WORK TO BE COMPLETED:
For the entries below, print exactly the lines between the line holding "function write(font, color, halo, rows, align" and the line holding "M 1614,94 L", inclusive, and nothing else.

>>>

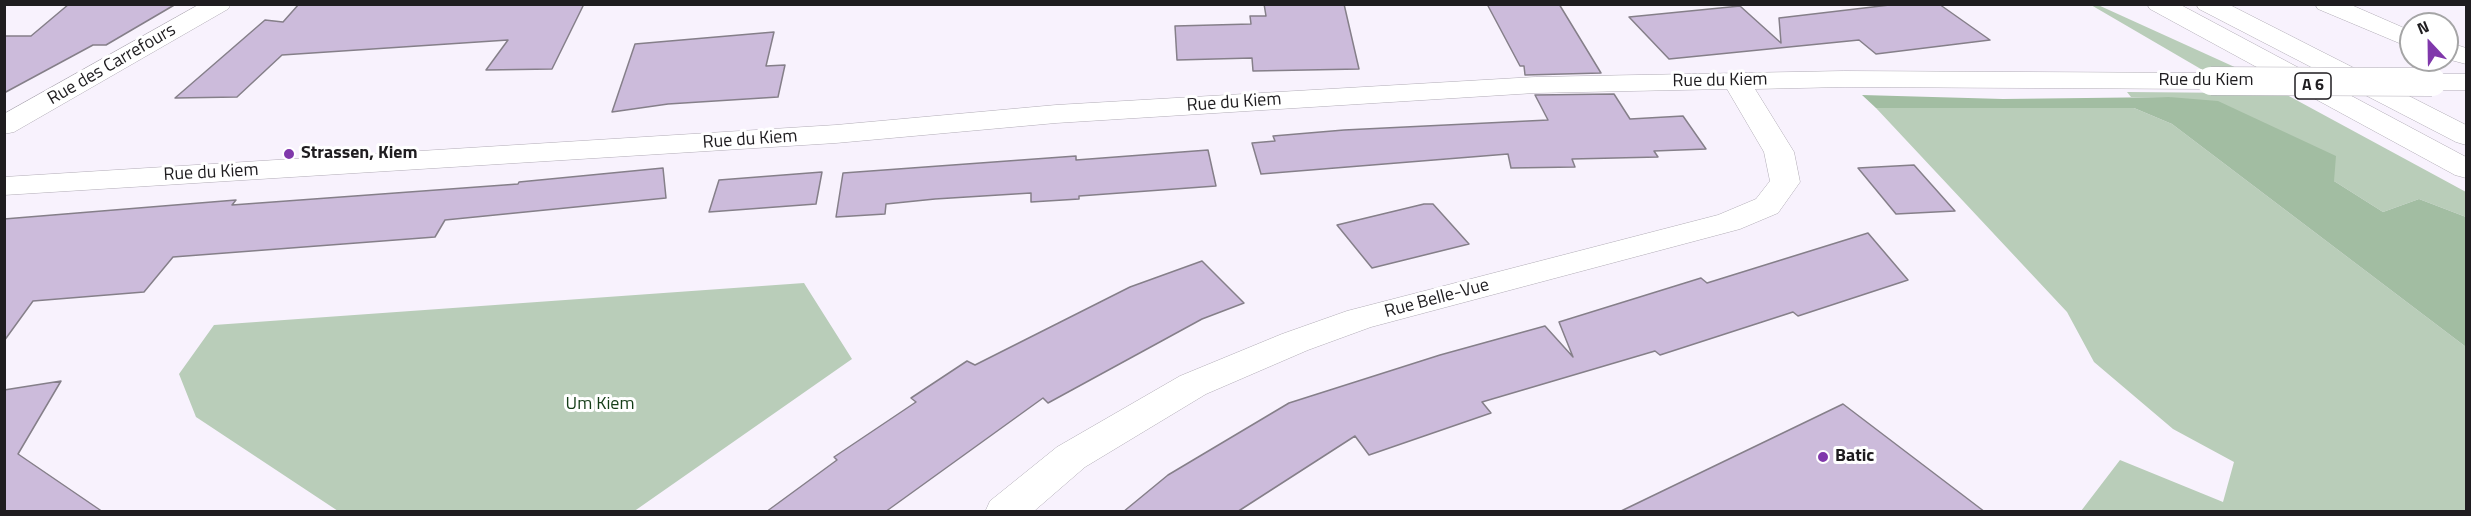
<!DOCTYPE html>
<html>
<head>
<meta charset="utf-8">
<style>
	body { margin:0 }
	#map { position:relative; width:2471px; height:516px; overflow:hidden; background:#f8f2fd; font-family:"Titillium Web",sans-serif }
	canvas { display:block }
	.frame { position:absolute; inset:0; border:6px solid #1f1d20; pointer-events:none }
	.north { position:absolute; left:2399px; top:12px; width:60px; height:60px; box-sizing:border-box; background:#fff; border:2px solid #a5a5a6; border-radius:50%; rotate:338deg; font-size:16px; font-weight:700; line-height:24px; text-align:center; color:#1f1d20 }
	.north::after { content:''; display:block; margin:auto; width:21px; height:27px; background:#8038ab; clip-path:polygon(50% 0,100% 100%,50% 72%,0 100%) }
</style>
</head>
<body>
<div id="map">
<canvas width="2471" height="516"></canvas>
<div class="frame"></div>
<div class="north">N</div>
</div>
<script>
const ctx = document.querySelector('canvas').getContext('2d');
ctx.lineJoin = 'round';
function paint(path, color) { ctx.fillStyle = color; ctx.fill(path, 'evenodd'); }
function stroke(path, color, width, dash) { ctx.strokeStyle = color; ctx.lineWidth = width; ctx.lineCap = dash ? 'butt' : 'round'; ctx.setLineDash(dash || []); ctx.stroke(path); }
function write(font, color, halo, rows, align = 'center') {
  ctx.font = font + ' "Titillium Web",sans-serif'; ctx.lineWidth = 6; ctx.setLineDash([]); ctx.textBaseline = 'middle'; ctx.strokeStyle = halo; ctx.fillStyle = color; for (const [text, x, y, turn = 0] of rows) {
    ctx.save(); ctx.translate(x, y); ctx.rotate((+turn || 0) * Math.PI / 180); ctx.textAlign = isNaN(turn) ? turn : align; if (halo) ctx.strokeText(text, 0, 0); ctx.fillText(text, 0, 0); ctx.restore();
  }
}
const green = new Path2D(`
	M 2091,5 L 2098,5 L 2239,69 L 2466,192 L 2466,217 L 2419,199 L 2383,212 L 2334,181 L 2169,97 L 2131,97 L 2127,92 L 2242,93 Z
	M 1876,108 L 2134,108 L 2172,124 L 2466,347 L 2466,511 L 2081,511 L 2120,460 L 2223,502 L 2234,462 L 2173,429 L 2094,362 L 2067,312 Z
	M 804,283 L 852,359 L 633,512 L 338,511 L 196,417 L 179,374 L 214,325 Z`);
const forest = new Path2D(`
	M 1862,95 L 2003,99 L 2169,97 L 2218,101 L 2336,156 L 2334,181 L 2383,212 L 2419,199 L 2466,217 L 2466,347 L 2172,124 L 2134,108 L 1876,108 Z`);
const building = new Path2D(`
	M 69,4 L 176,4 L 106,45 L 93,45 L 4,93 L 4,36 L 31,36 Z
	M 299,4 L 584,4 L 552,69 L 486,70 L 508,40 L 282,55 L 237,97 L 175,98 L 265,20 L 283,22 Z
	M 1264,4 L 1344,4 L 1359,69 L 1253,71 L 1252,58 L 1177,60 L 1175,26 L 1251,24 L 1250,16 L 1266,16 Z
	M 1487,4 L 1559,4 L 1601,73 L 1525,75 L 1524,66 L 1520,66 Z
	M 1898,4 L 1939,4 L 1990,40 L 1876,54 L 1859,40 L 1669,59 L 1629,17 L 1740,6 L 1781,43 L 1779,18 Z
	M 774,32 L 766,66 L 785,65 L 778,97 L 668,104 L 612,112 L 635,44 Z
	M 1614,94 L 1630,119 L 1683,116 L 1706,149 L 1654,151 L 1658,157 L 1572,159 L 1575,167 L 1511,168 L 1508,154 L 1261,174 L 1252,143 L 1275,141 L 1273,136 L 1344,130 L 1548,120 L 1535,95 Z
	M 1208,150 L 1216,186 L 1079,196 L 1079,199 L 1031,202 L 1031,193 L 935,199 L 886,204 L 885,214 L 836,217 L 843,173 L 1076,156 L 1076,160 Z
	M 1914,165 L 1955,211 L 1896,214 L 1858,168 Z
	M 663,168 L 666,198 L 445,220 L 435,237 L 173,257 L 144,292 L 33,301 L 4,341 L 4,219 L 236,200 L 232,205 L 518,184 L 519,182 Z
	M 822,172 L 816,204 L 709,212 L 719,180 Z
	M 1424,204 L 1433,204 L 1469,244 L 1372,268 L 1337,225 Z
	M 1868,233 L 1908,280 L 1798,316 L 1793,312 L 1660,355 L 1655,351 L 1482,402 L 1491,413 L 1369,455 L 1355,436 L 1237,512 L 1123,512 L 1168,475 L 1289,403 L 1440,355 L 1545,326 L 1573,357 L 1559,322 L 1701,278 L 1707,283 Z
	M 1202,261 L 1244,303 L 1202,319 L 1048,403 L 1043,398 L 885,512 L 766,512 L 837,460 L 834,457 L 916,402 L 911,398 L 967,361 L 975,365 L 1130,287 Z
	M 61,381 L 18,454 L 103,512 L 4,512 L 4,390 Z
	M 1843,404 L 1985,512 L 1619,512 Z`);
const minor = new Path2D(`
	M 2315,4 L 2349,4 L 2411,31 L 2411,48 L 2318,9 Z
	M 2447,42 L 2466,48 L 2466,64 L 2447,59 Z
	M 1844,71 L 2211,73 L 2221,75 L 2225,81 L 2221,87 L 2211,89 L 1844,87 L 1755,89 L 1794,152 L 1800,182 L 1778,213 L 1740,229 L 1371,327 L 1308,350 L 1206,394 L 1085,467 L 1033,512 L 985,512 L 990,501 L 1057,447 L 1180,376 L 1282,334 L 1347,311 L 1718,215 L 1756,199 L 1770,181 L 1764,152 L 1727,89 L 1535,93 L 1056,123 L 836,143 L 4,195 L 4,177 L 836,125 L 1056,105 L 1535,77 Z
	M 2432,74 L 2466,74 L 2466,90 L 2432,90 L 2422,88 L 2418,82 L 2422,76 Z`);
const major = new Path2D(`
	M 200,4 L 231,4 L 228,9 L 14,132 L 4,134 L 4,114 Z`);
const highway = new Path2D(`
	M 2147,4 L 2179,4 L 2466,157 L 2466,178 L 2455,175 L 2150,9 Z
	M 2196,4 L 2228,4 L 2466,125 L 2466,145 L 2456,142 L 2199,9 Z`);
const minorBridge = new Path2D(`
	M 2211,81 L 2432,82`);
const markers = [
	[289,154,6,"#8038ab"],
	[1823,457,6,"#8038ab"]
];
const shields = [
	[2313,86,36]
];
const shieldNames = [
	["A 6",2313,86]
];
const streetNames = [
	["Rue des Carrefours",112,65,-30],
	["Rue du Kiem",1720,81,-1],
	["Rue du Kiem",2206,81],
	["Rue du Kiem",1234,103,-4],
	["Rue du Kiem",750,140,-4],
	["Rue du Kiem",211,173,-3],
	["Rue Belle-Vue",1437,299,-15]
];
const poiNames = [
	["Strassen, Kiem",301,154],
	["Batic",1835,457]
];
const parkNames = [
	["Um Kiem",600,405]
];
paint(green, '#b9cdb9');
paint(forest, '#a2bda2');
paint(building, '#ccbbdb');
stroke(building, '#857f89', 1.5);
stroke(minor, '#b1acb6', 1);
stroke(major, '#b1acb6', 1);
stroke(highway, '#b1acb6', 1);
paint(minor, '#fff');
paint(major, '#fff');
paint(highway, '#fff');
stroke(minorBridge, '#b1acb6', 29, []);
stroke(minorBridge, '#fff', 28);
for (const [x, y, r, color] of markers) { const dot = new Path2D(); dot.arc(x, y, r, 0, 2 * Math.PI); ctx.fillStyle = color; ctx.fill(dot); stroke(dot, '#fff', 2); }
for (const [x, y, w] of shields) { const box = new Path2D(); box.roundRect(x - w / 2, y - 13, w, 26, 4.5); ctx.fillStyle = '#fff'; ctx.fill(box); stroke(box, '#1f1d20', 1.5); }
write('bold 16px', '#1f1d20', null, shieldNames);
write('18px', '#1f1d20', '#fff', streetNames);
write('bold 18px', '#1f1d20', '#fff', poiNames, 'left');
write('18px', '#143d17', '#fff', parkNames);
</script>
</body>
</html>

<<<

FINISHED TASK:
function write(font, color, halo, rows, align = 'center') {
  ctx.font = font + ' "Titillium Web",sans-serif'; ctx.lineWidth = 6; ctx.setLineDash([]); ctx.textBaseline = 'middle'; ctx.strokeStyle = halo; ctx.fillStyle = color; for (const [text, x, y, turn = 0] of rows) {
    ctx.save(); ctx.translate(x, y); ctx.rotate((+turn || 0) * Math.PI / 180); ctx.textAlign = isNaN(turn) ? turn : align; if (halo) ctx.strokeText(text, 0, 0); ctx.fillText(text, 0, 0); ctx.restore();
  }
}
const green = new Path2D(`
	M 2091,5 L 2098,5 L 2239,69 L 2466,192 L 2466,217 L 2419,199 L 2383,212 L 2334,181 L 2169,97 L 2131,97 L 2127,92 L 2242,93 Z
	M 1876,108 L 2134,108 L 2172,124 L 2466,347 L 2466,511 L 2081,511 L 2120,460 L 2223,502 L 2234,462 L 2173,429 L 2094,362 L 2067,312 Z
	M 804,283 L 852,359 L 633,512 L 338,511 L 196,417 L 179,374 L 214,325 Z`);
const forest = new Path2D(`
	M 1862,95 L 2003,99 L 2169,97 L 2218,101 L 2336,156 L 2334,181 L 2383,212 L 2419,199 L 2466,217 L 2466,347 L 2172,124 L 2134,108 L 1876,108 Z`);
const building = new Path2D(`
	M 69,4 L 176,4 L 106,45 L 93,45 L 4,93 L 4,36 L 31,36 Z
	M 299,4 L 584,4 L 552,69 L 486,70 L 508,40 L 282,55 L 237,97 L 175,98 L 265,20 L 283,22 Z
	M 1264,4 L 1344,4 L 1359,69 L 1253,71 L 1252,58 L 1177,60 L 1175,26 L 1251,24 L 1250,16 L 1266,16 Z
	M 1487,4 L 1559,4 L 1601,73 L 1525,75 L 1524,66 L 1520,66 Z
	M 1898,4 L 1939,4 L 1990,40 L 1876,54 L 1859,40 L 1669,59 L 1629,17 L 1740,6 L 1781,43 L 1779,18 Z
	M 774,32 L 766,66 L 785,65 L 778,97 L 668,104 L 612,112 L 635,44 Z
	M 1614,94 L 1630,119 L 1683,116 L 1706,149 L 1654,151 L 1658,157 L 1572,159 L 1575,167 L 1511,168 L 1508,154 L 1261,174 L 1252,143 L 1275,141 L 1273,136 L 1344,130 L 1548,120 L 1535,95 Z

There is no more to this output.